> Problem to work on
Every record, down to the last line, must be given again exactly.

> Data for processing
════════════════

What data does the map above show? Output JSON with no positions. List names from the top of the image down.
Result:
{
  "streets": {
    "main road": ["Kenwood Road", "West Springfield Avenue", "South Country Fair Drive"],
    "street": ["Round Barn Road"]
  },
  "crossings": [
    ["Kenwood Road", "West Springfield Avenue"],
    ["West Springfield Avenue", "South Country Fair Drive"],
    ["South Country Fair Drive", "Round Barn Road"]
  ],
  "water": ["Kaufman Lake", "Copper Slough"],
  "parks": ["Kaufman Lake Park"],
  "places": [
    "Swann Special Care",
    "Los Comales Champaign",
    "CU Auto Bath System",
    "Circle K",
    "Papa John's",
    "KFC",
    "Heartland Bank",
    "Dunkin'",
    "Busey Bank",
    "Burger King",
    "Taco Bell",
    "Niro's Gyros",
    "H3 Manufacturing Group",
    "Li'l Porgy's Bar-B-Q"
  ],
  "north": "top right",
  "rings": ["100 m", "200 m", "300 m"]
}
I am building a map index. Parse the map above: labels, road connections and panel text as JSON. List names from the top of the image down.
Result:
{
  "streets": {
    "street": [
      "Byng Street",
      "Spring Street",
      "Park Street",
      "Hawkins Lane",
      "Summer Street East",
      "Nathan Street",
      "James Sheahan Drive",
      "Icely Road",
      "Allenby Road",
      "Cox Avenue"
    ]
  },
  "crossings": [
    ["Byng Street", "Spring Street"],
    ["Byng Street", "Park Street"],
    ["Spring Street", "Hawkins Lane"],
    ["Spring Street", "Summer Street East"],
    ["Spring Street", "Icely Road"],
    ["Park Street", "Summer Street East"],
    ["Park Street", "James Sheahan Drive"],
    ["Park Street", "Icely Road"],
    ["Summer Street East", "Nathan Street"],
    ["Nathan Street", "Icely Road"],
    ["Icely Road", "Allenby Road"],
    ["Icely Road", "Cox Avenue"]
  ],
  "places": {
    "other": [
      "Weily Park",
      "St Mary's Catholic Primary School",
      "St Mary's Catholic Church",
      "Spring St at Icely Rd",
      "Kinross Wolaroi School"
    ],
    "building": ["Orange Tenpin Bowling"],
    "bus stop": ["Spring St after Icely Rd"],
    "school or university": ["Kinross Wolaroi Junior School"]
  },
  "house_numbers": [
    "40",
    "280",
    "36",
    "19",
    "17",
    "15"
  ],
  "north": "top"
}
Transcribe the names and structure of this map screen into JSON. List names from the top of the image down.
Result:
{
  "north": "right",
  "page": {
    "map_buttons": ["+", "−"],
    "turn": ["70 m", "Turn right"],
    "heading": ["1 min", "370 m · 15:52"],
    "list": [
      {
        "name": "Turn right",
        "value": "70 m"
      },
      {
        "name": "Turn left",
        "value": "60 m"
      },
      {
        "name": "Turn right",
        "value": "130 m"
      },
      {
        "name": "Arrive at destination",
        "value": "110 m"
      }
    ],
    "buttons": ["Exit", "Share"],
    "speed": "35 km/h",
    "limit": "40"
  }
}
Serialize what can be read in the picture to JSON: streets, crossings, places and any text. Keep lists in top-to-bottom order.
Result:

════════════════

> Solution below
What data does the map above show? Output JSON with no positions. List names from the top of the image down.
Result:
{
  "streets": {
    "main road": ["Kenwood Road", "West Springfield Avenue", "South Country Fair Drive"],
    "street": ["Round Barn Road"]
  },
  "crossings": [
    ["Kenwood Road", "West Springfield Avenue"],
    ["West Springfield Avenue", "South Country Fair Drive"],
    ["South Country Fair Drive", "Round Barn Road"]
  ],
  "water": ["Kaufman Lake", "Copper Slough"],
  "parks": ["Kaufman Lake Park"],
  "places": [
    "Swann Special Care",
    "Los Comales Champaign",
    "CU Auto Bath System",
    "Circle K",
    "Papa John's",
    "KFC",
    "Heartland Bank",
    "Dunkin'",
    "Busey Bank",
    "Burger King",
    "Taco Bell",
    "Niro's Gyros",
    "H3 Manufacturing Group",
    "Li'l Porgy's Bar-B-Q"
  ],
  "north": "top right",
  "rings": ["100 m", "200 m", "300 m"]
}
I am building a map index. Parse the map above: labels, road connections and panel text as JSON. List names from the top of the image down.
Result:
{
  "streets": {
    "street": [
      "Byng Street",
      "Spring Street",
      "Park Street",
      "Hawkins Lane",
      "Summer Street East",
      "Nathan Street",
      "James Sheahan Drive",
      "Icely Road",
      "Allenby Road",
      "Cox Avenue"
    ]
  },
  "crossings": [
    ["Byng Street", "Spring Street"],
    ["Byng Street", "Park Street"],
    ["Spring Street", "Hawkins Lane"],
    ["Spring Street", "Summer Street East"],
    ["Spring Street", "Icely Road"],
    ["Park Street", "Summer Street East"],
    ["Park Street", "James Sheahan Drive"],
    ["Park Street", "Icely Road"],
    ["Summer Street East", "Nathan Street"],
    ["Nathan Street", "Icely Road"],
    ["Icely Road", "Allenby Road"],
    ["Icely Road", "Cox Avenue"]
  ],
  "places": {
    "other": [
      "Weily Park",
      "St Mary's Catholic Primary School",
      "St Mary's Catholic Church",
      "Spring St at Icely Rd",
      "Kinross Wolaroi School"
    ],
    "building": ["Orange Tenpin Bowling"],
    "bus stop": ["Spring St after Icely Rd"],
    "school or university": ["Kinross Wolaroi Junior School"]
  },
  "house_numbers": [
    "40",
    "280",
    "36",
    "19",
    "17",
    "15"
  ],
  "north": "top"
}
Transcribe the names and structure of this map screen into JSON. List names from the top of the image down.
Result:
{
  "north": "right",
  "page": {
    "map_buttons": ["+", "−"],
    "turn": ["70 m", "Turn right"],
    "heading": ["1 min", "370 m · 15:52"],
    "list": [
      {
        "name": "Turn right",
        "value": "70 m"
      },
      {
        "name": "Turn left",
        "value": "60 m"
      },
      {
        "name": "Turn right",
        "value": "130 m"
      },
      {
        "name": "Arrive at destination",
        "value": "110 m"
      }
    ],
    "buttons": ["Exit", "Share"],
    "speed": "35 km/h",
    "limit": "40"
  }
}
Serialize what can be read in the picture to JSON: streets, crossings, places and any text. Keep lists in top-to-bottom order.
Result:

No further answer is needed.